Update: Writers in CA Losing Contracts & Jobs to New IC Law

breaking news

Oh, man, this was all over Twitter this morning… California writers, PAY ATTENTION!

Big Job Losses

On January 1st, the new Independent Contractor law goes into effect here in CA. Originally designed to improve working conditions for contractors that were actually employees, it’s having a ripple effect in the world of content creators. According to posts by Writer Beware, California writers’ contracts will be cancelled as companies (like Vox Media) look elsewhere for their freelance work. 

See previous article on this subject

See “Vox Media Ends Work With California Freelance Writers Ahead of Gig Economy Law” at hollywoodreporter.com

See “Publishers Brace for California Labor Law Changes” at  Publishers Weekly

This is gonna put a LOT of people out of work. Maybe force them back into the labor force. Sadly, in CA right now the only plentiful jobs are in service-related industries that pay about $12-14/hr. This is not looking good. At first I thought maybe things would not go this badly once the new IC law goes into effect but I was WRONG. I never expected that freelancers in CA would lose their contracts or that companies would decide to cancel all work going forward.

CNBC reported that other media sites like Eater and Curbed are also changing their business relationships with CA freelancers, resulting in HUNDREDS of lost gigs. The big issue is the cap on writing 35 articles per year, written in the law’s language as “submissions.” What’s worse is CA freelancers won’t even be considered for company job notices like transcription and SEO writing because of the new IC law. Others are outright BLACKLISTING CA freelancers from applying. ?????!!!!!!

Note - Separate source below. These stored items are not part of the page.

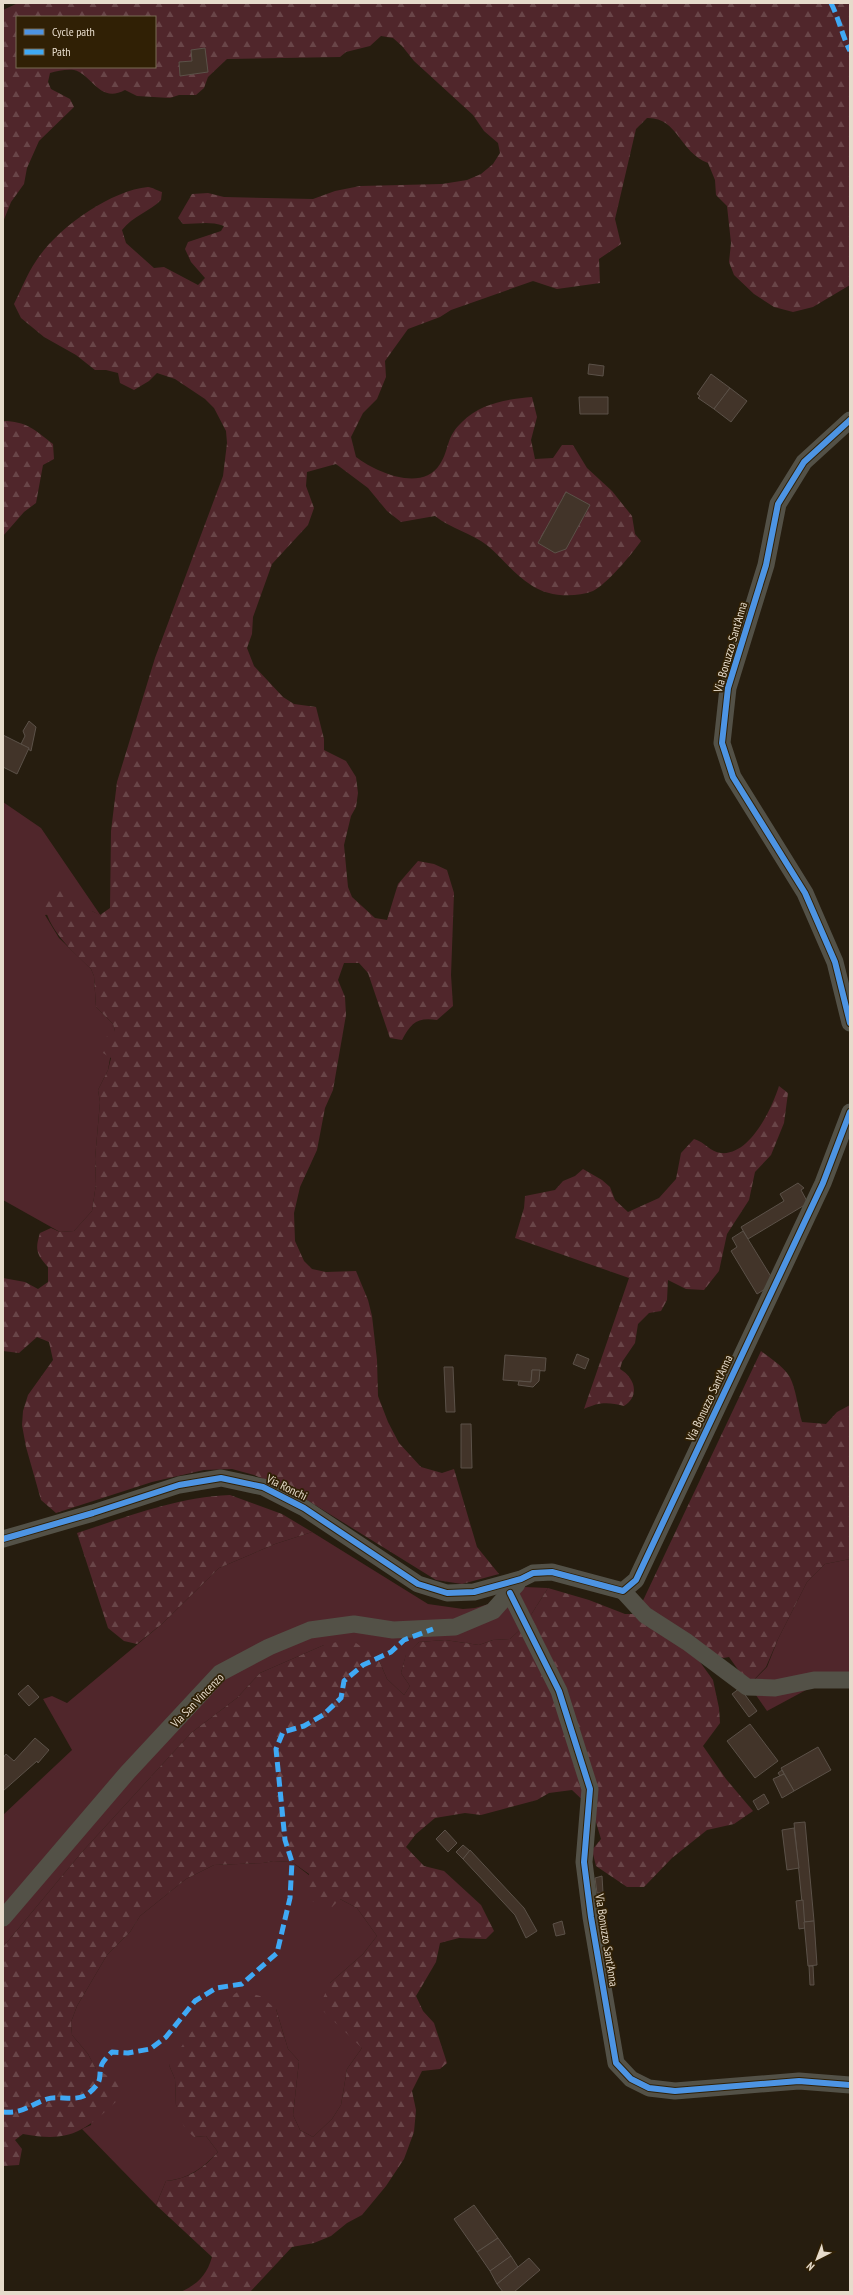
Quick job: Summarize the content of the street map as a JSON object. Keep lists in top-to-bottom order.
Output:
{
  "streets": {
    "street": ["Via Bonuzzo Sant'Anna", "Via Ronchi", "Via San Vincenzo"]
  },
  "crossings": [
    ["Via Bonuzzo Sant'Anna", "Via San Vincenzo"],
    ["Via Ronchi", "Via San Vincenzo"]
  ],
  "legend": ["Cycle path", "Path"],
  "north": "bottom left"
}
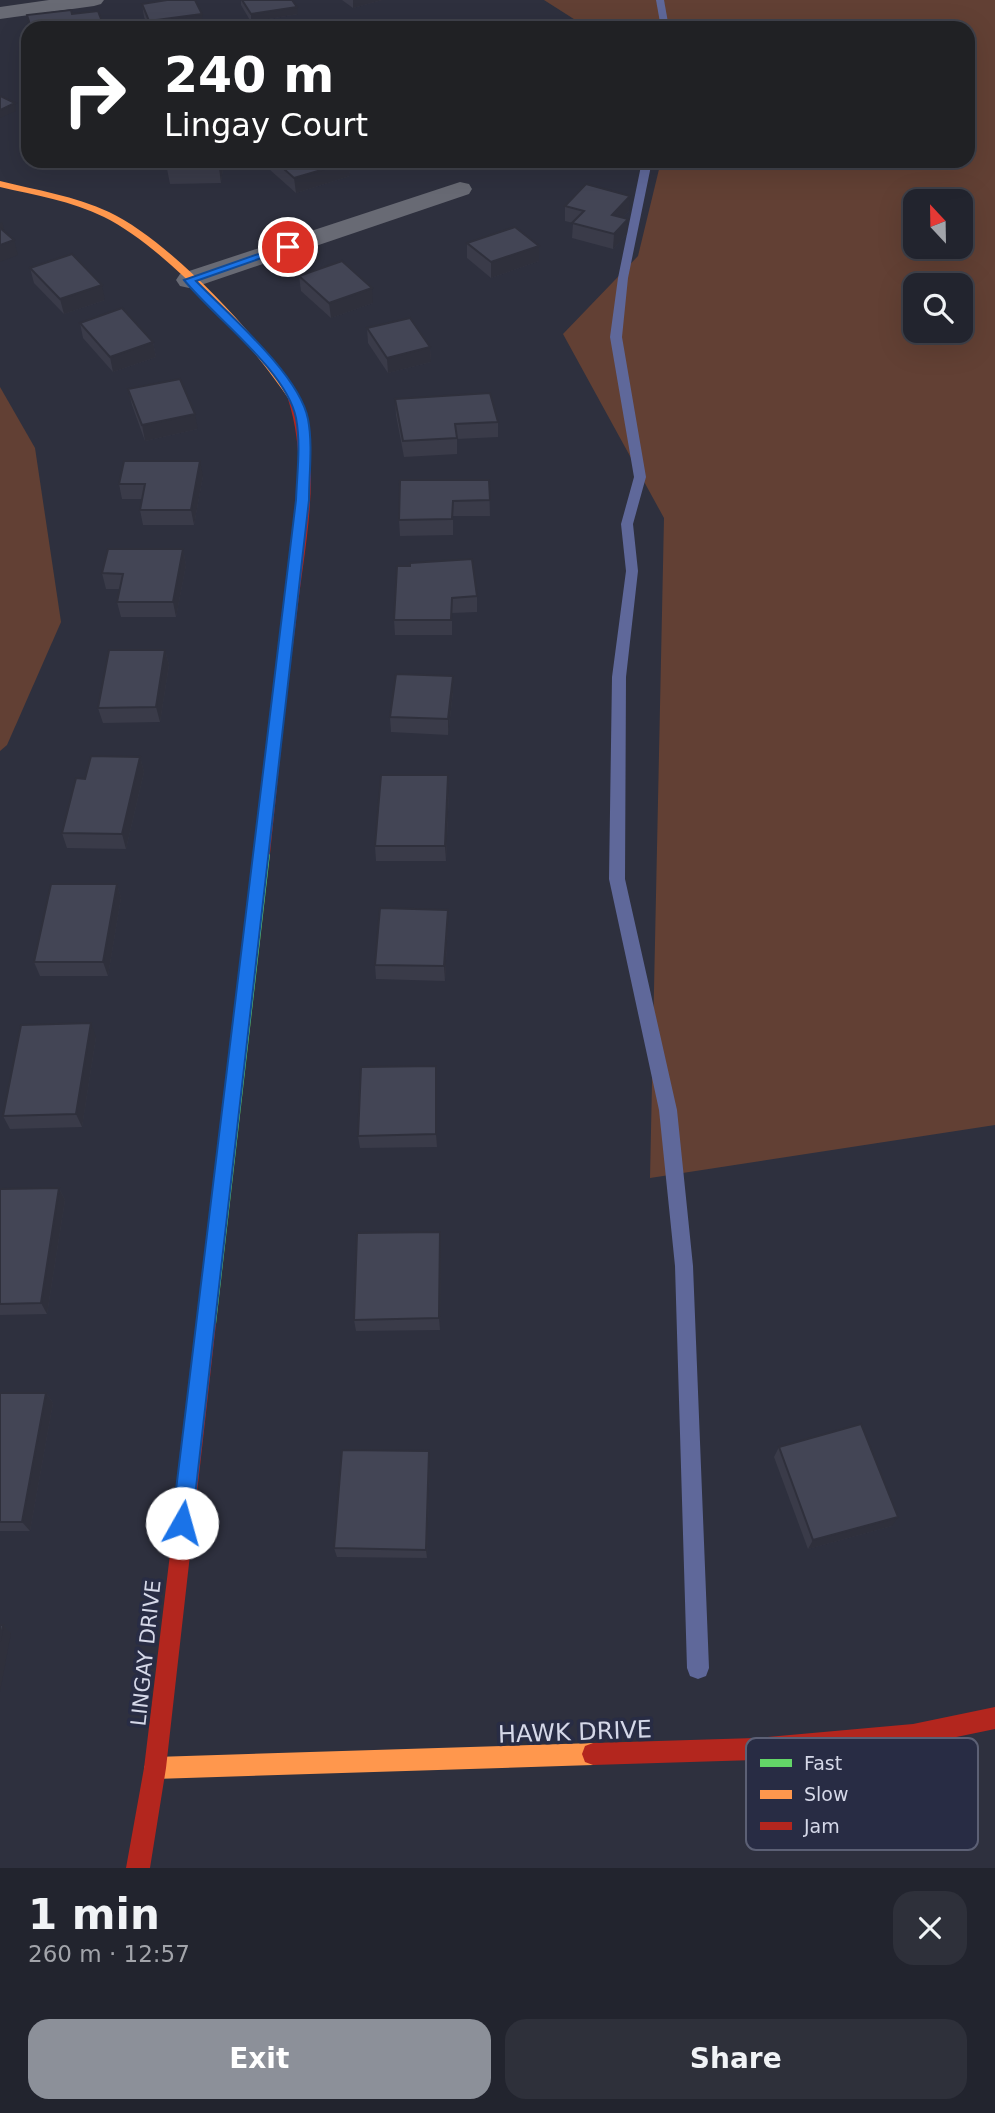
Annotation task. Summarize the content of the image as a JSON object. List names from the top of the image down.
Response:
{
  "streets": {
    "street": ["LINGAY DRIVE", "HAWK DRIVE"]
  },
  "crossings": [
    ["LINGAY DRIVE", "HAWK DRIVE"]
  ],
  "legend": ["Fast", "Slow", "Jam"],
  "north": "top",
  "page": {
    "turn": ["240 m", "Lingay Court"],
    "heading": ["1 min", "260 m · 12:57"],
    "buttons": ["Exit", "Share"]
  }
}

And that’s not all… now NY and NJ are considering similar legislation… don’t let them take away your ability to earn a living as a freelancer!

A Light on the Horizon?

A new FB group, California Freelance Writers United has banded together and met with legislators regarding a proposed amendment. If you live in CA, please join this group and stand up for your work! Let’s stand up for our bread and butter!

New CA Labor Law Affects How Writers and Other Content Creators Earn Their Money

 

write for money1_pickthebraindotcom

Source: Google Images/ pickthebrain.com

Just a quick note, this one is IMPORTANT. I’ll give you the gist but it would be best for you to click on the article link below, especially if you live in California and are a writer or some type of content creator (journalist, editor, photographer, etc.).

Dynamex Ruling

In April 2018, the California Supreme Court made a ruling (Dynamex Operations W., Inc. v. Super. Ct., No. S222732 [Cal. Apr. 30, 2018]) that changed the rules for freelancers – including writers and other content creators – here in California. Many earn their bread and butter as freelancers – aka independent contractors (IC) instead of as employees. According to the new ruling, people must be classified as employees, not IC, if the following criteria are not met.

A person is an IC/freelancer if s/he:

  • Is free to set his/her own hours, rates, and not subject to the control of the employer
  • Performs work that is outside the employer’s core business
  • Regularly engages in an independently established trade, occupation, or business

Chief Justice Tani Cantil-Sakauye wrote in the decision “When a worker has not independently decided to engage in an independently established business but instead is simply designated an independent contractor … there is a substantial risk that the hiring business is attempting to evade the demands of an applicable wage order through misclassification.”

The End of Gig Work

I had a professional experience with this new ruling. While it ended in my favor, for many it has not. The new ruling basically ended gig work in California. I saw an almost immediate disappearance of gig jobs from the Internet. The positive is it forced those companies who were taking advantage of cheap labor to rectify their misclassification. The negative is it folded all content creators in with everyone else.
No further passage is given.